What Real Estate Agents Need to Know About FinCEN’s Beneficial Ownership Information (BOI) Reporting Rule

If you’re a real estate agent or involved in any entity structured as a corporation, LLC, or similar organization, the Beneficial Ownership Information (BOI) Reporting Rule (commonly referred to as the Reporting Rule) from FinCEN is something you need to pay attention to, including a recent move by a Texas court temporarily halting the requirement and creating more confusion.

While this rule might seem like it primarily applies to small business owners, it also has implications for real estate professionals and investors who operate under certain business structures. Let’s break it down and address how it could impact you if reinstated.

TLDR: The reporting rule (details below) - including the December 31, 2024 deadline - was put on hold by a Texas court on December 3, 2024.

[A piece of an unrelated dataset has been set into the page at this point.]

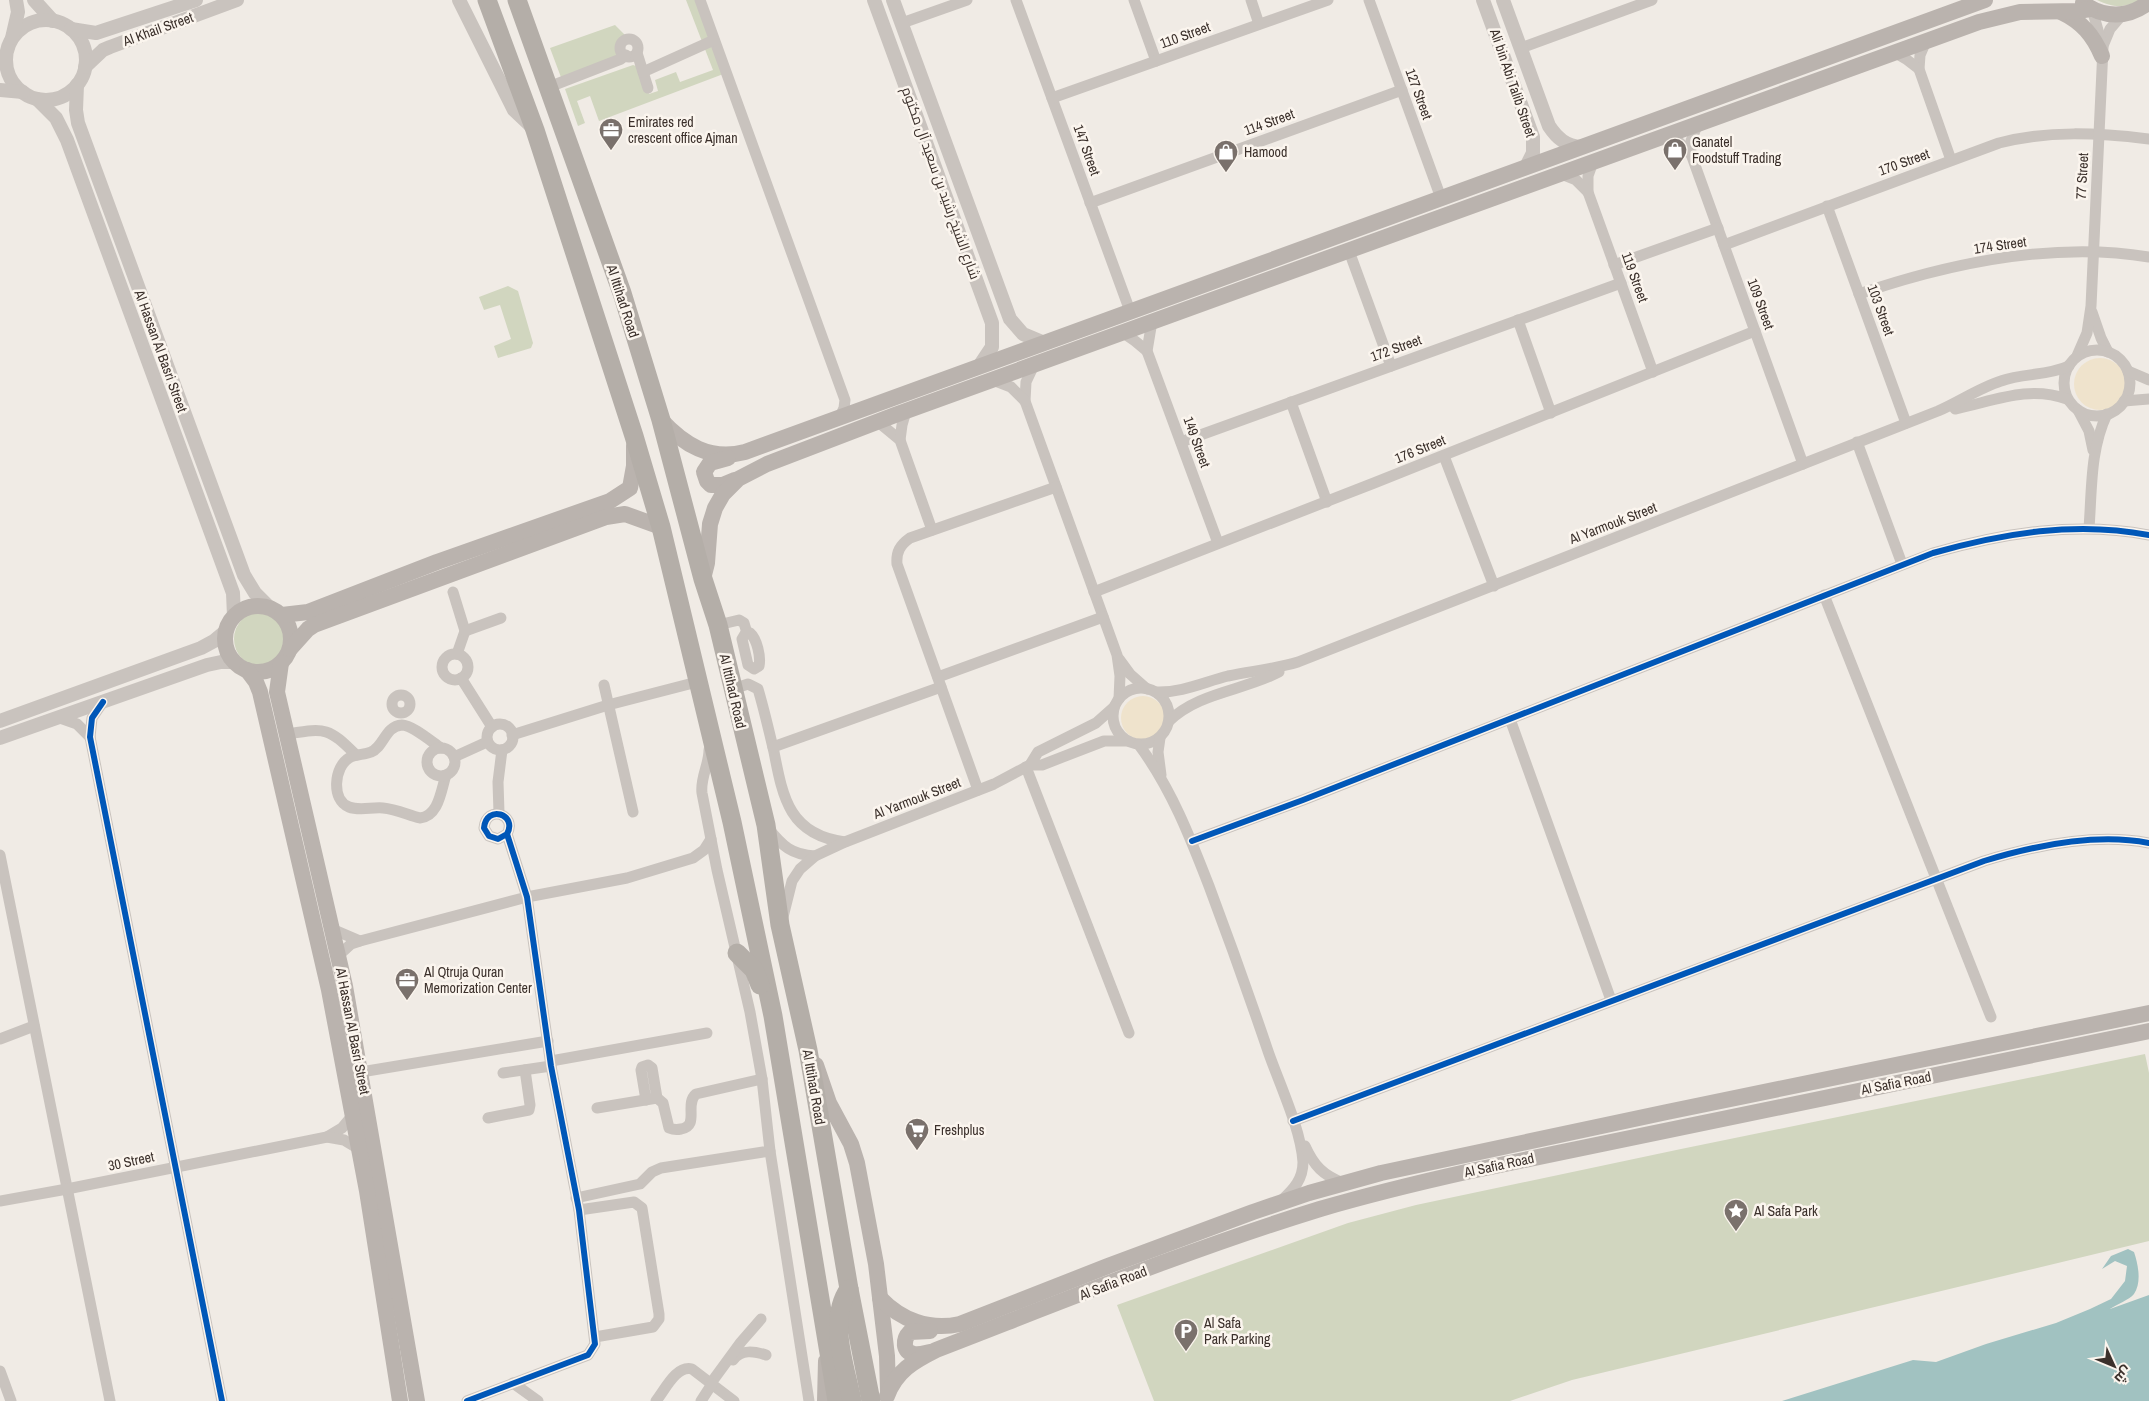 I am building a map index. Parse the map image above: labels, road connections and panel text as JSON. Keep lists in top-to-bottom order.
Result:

An appeal is likely so stay informed but no filing is needed at the moment.

What is the Reporting Rule?

The Reporting Rule requires certain businesses to file beneficial ownership information (BOI) reports with FinCEN. These reports are intended to increase transparency and help combat illicit financial activities, such as money laundering or tax evasion. In simple terms, FinCEN wants to know who owns and controls certain entities to increase accountability.

The BOI reports must include information about:

  1. Beneficial Owners – Individuals who own or control at least 25% of a reporting company.
  2. Company Applicants – Individuals responsible for filing the company’s registration paperwork.

Beneficial Owners

In plain terms, a beneficial owner is any individual who either:

  • Exercises substantial control over a reporting company,
    OR
  • Owns or controls at least 25% of the company’s ownership interests.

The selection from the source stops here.